Danke für eure Antworten.

Leider hab ich keine Referenz auf den anderen ActionListener. Die von Marco13 beschriebene Auslagerung der Funktionalität hab zurzeit auch in Verwendung. 
Ich hab nur gehofft dass es eineMöglichkeit für ein Redirect des ActionEvents gibt.

Vielen Dank,
LG


----------



## André Uhres (15. Jan 2012)

123456789 hat gesagt.:


> Redirect des ActionEvents



Für einen Redirect musst Du die Richtung kennen, in die Du umleiten willst .

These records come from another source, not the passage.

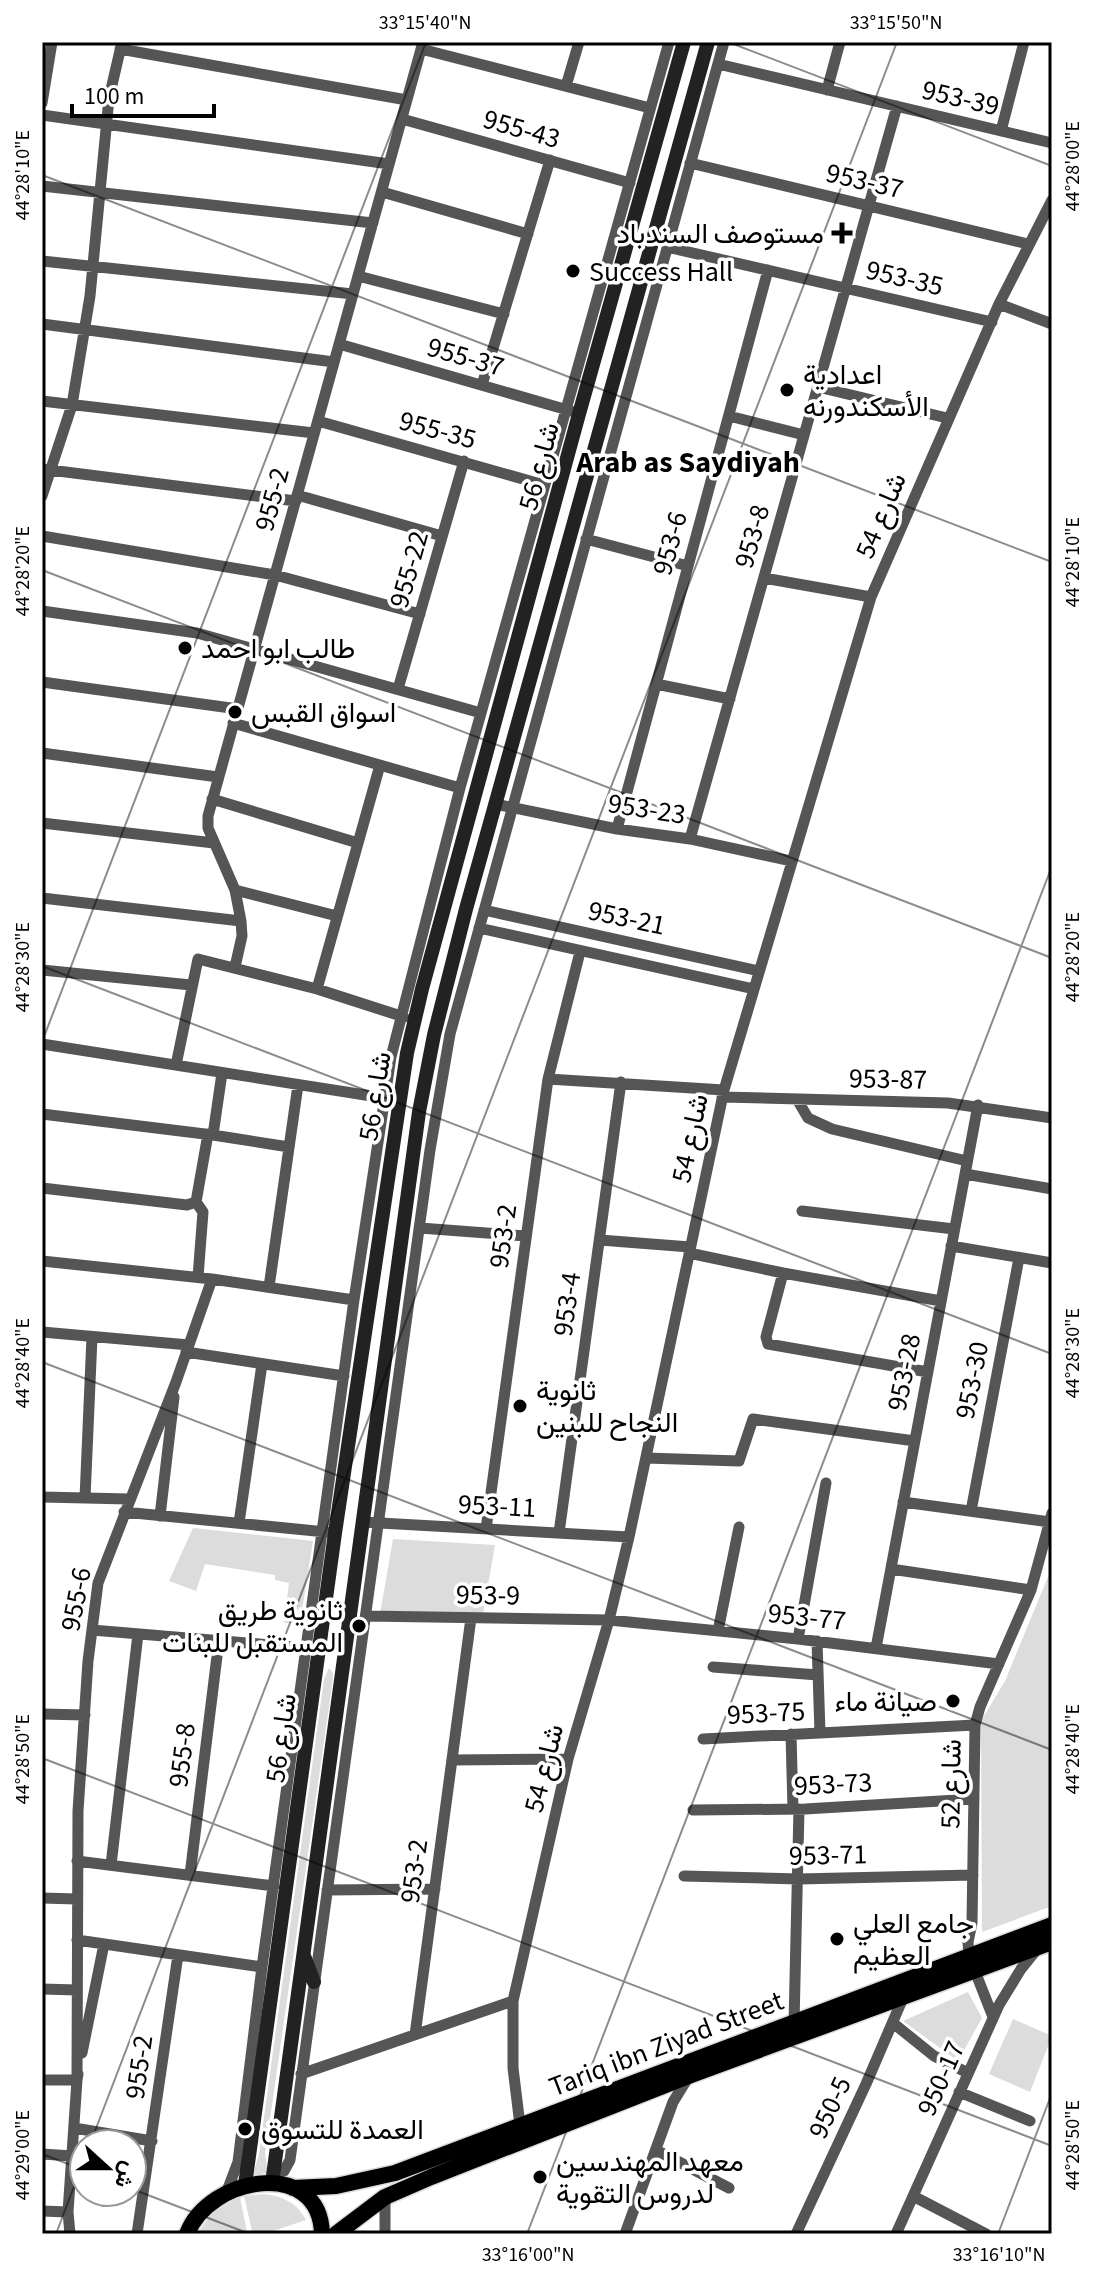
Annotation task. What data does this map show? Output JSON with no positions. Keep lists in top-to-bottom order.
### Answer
{
  "streets": {
    "main road": ["Tariq ibn Ziyad Street"],
    "street": [
      "953-39",
      "955-43",
      "953-37",
      "953-35",
      "955-37",
      "955-35",
      "شارع 56",
      "955-2",
      "شارع 54",
      "953-8",
      "953-6",
      "955-22",
      "953-23",
      "953-21",
      "953-87",
      "953-2",
      "953-4",
      "953-28",
      "953-30",
      "953-11",
      "953-9",
      "955-6",
      "953-77",
      "953-75",
      "955-8",
      "953-73",
      "شارع 52",
      "953-71",
      "950-17",
      "950-5"
    ]
  },
  "crossings": [
    ["953-39", "953-8"],
    ["955-43", "955-2"],
    ["953-37", "شارع 54"],
    ["953-37", "953-8"],
    ["953-35", "شارع 54"],
    ["953-35", "953-8"],
    ["953-35", "953-6"],
    ["955-37", "شارع 56"],
    ["955-37", "955-2"],
    ["955-35", "955-2"],
    ["955-35", "955-22"],
    ["شارع 56", "953-23"],
    ["شارع 56", "953-11"],
    ["شارع 56", "Tariq ibn Ziyad Street"],
    ["شارع 54", "953-23"],
    ["شارع 54", "953-21"],
    ["شارع 54", "953-87"],
    ["شارع 54", "953-11"],
    ["شارع 54", "953-9"],
    ["شارع 54", "953-77"],
    ["شارع 54", "Tariq ibn Ziyad Street"],
    ["953-8", "953-23"],
    ["953-6", "953-23"],
    ["953-21", "953-2"],
    ["953-87", "953-2"],
    ["953-87", "953-4"],
    ["953-87", "953-28"],
    ["953-2", "953-11"],
    ["953-2", "953-9"],
    ["953-4", "953-11"],
    ["953-28", "953-77"],
    ["953-9", "953-77"],
    ["953-77", "شارع 52"],
    ["953-75", "شارع 52"],
    ["953-73", "شارع 52"],
    ["شارع 52", "953-71"],
    ["شارع 52", "Tariq ibn Ziyad Street"],
    ["Tariq ibn Ziyad Street", "950-17"],
    ["Tariq ibn Ziyad Street", "950-5"]
  ],
  "districts": ["Arab as Saydiyah"],
  "places": {
    "health": ["مستوصف السندباد"],
    "other": [
      "Success Hall",
      "اعدادية الأسكندورنه",
      "طالب ابو احمد",
      "اسواق القبس",
      "ثانوية النجاح للبنين",
      "ثانوية طريق المستقبل للبنات",
      "صيانة ماء",
      "جامع العلي العظيم",
      "العمدة للتسوق",
      "معهد المهندسين لدروس التقوية"
    ]
  },
  "scale_bar": "100 m",
  "north": "right",
  "coordinates": [
    "33°15'40\"N",
    "33°15'50\"N",
    "44°28'00\"E",
    "44°28'10\"E",
    "44°28'20\"E",
    "44°28'30\"E",
    "44°28'40\"E",
    "44°28'50\"E",
    "44°29'00\"E",
    "33°16'00\"N",
    "33°16'10\"N"
  ]
}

Wenn Du den Listener nicht kennst, musst Du zumindest das Subjekt kennen, das vom Listener beobachtet wird. Wenn das Subjekt eine Component ist, wäre z.B. ein [c]Component#dispatchEvent[/c] möglich. Vielleicht kannst Du aber auch über eine im Subjekt definierten Methode (wie z.B. [c]getActionListeners[/c]) auf den/die ActionListener zugreifen.

Gruß,
André


----------



## irgendjemand (15. Jan 2012)

ich würde hier grundlegend die struktur ändern ..

ich persönlich finde es nicht gerade "sauber" wenn man einem objekt über eine anonyme klasse einen listener zuweist ...

man sollte dann eher der klasse "implements ActionListener" mitgeben und dann beim adden [c]addActionListener(this)[/c] verwenden ...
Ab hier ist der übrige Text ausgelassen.